In October 2019, ABC 7.30’s ‘The Final Race’ brought unprecedented attention to the fates of Australian racing horses when the industry no longer requires them.
You can revisit the original story here. But be warned: the images and video are distressing.
The story was what shocked the nation. You are welcome to join tens and thousands of Australians who have taken action against this issue.
Here’s an update on what has happened since.
Queensland Abattoir: Charges and guilty pleas
You may remember that the most disturbing images and information (***warning – linked story contains distressing images and information ***) were shown in the story.
Three men have pleaded guilty to animal cruelty charges relating to an abattoir in Queensland after Biosecurity Queensland filed charges.
The three received fines totaling thousands of dollars, but the community felt that this wasn’t enough to compensate for the pain they caused.
RSPCA invites national horse groups to discuss issues
The RSPCA called for a solution that is national to the problem after the 7.30 show.
In November 2019, we brought progressive industry leaders and thought leaders from seven national peak equestrian organizations from across the country.
We met to discuss all the welfare concerns identified and to see how we could all work together to improve the outcome for horses retiring from racing.
The group has already met twice, most recently this week. We are focused on the changes that need to be made and making them happen.
A new working group on racing welfare has been established; the Thoroughbred Breeders Association also formed a working group in response to the ABC 7.30 show.
The group’s goal is to improve animal care in the Australian thoroughbred racing industry. This will be achieved by reviewing current practices, comparing them to best practices around the world, consulting industry participants, and learning other animal industries.

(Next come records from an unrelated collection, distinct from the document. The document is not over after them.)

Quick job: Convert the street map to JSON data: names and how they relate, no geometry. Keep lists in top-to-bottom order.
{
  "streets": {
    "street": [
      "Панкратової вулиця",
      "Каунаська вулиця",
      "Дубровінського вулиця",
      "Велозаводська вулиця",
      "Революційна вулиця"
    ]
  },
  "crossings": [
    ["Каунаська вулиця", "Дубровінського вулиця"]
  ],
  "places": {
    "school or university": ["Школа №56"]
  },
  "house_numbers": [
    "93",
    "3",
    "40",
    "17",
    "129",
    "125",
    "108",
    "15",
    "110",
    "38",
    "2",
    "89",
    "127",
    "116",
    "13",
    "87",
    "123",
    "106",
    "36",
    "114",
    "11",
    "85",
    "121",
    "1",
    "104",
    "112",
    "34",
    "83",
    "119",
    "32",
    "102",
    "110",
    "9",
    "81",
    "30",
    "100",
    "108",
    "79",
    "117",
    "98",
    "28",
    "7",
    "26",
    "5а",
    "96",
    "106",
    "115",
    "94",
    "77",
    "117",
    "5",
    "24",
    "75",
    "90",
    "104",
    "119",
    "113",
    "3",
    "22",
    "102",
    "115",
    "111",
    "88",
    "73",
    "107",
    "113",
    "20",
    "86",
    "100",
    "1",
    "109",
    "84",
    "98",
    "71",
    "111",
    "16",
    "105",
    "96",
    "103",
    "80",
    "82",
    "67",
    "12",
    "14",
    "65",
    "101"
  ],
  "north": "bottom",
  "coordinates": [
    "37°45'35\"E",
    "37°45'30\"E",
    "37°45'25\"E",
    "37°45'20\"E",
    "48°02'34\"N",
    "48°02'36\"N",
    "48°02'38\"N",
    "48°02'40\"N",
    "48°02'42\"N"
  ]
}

Dr Bidda is the RSPCA’s representative on the panel, and we have made our detailed submission.
We look forward to the report of the panel, which will include practical and policy suggestions to address the issues identified in the industry.
Government Action in Queensland and Victoria
In response to the ABC 7.30 Program, the Queensland Government conducted an independent inquiry on the management of retired racing horses, including the regulatory arrangements and oversight for abattoirs, knackeries, and the transportation of horses into these facilities.
The government has accepted and is implementing all of the recommendations in that report. This includes the announcement made just this week that the use of electric prodders on horses will be prohibited. That was one recommendation from the inquiry.
The response to 7.30 has accelerated three national processes.
The development of Australian Animal Welfare Standards and Guidelines for Livestock in Processing Establishments, a review of whether the Australian Animal Welfare Standards and Guidelines for Land Transport of Livestock are suitable for horses, and the development of a proposed national horse trackability register are all part of this project.
Update on the retirement plans of some horses
Finally, due to the ABC 7.30 show, racetracks around the country have increased their retirement programs for horses who are leaving the industry.
This helps a lot of horses.
This is not enough. A major and widespread overhaul of the racing industry will be needed to provide every horse with an alternative role upon retirement.
As with much of our other work, realizing a lasting and positive change in racing horses takes time. Our work continues after the TV program has ended.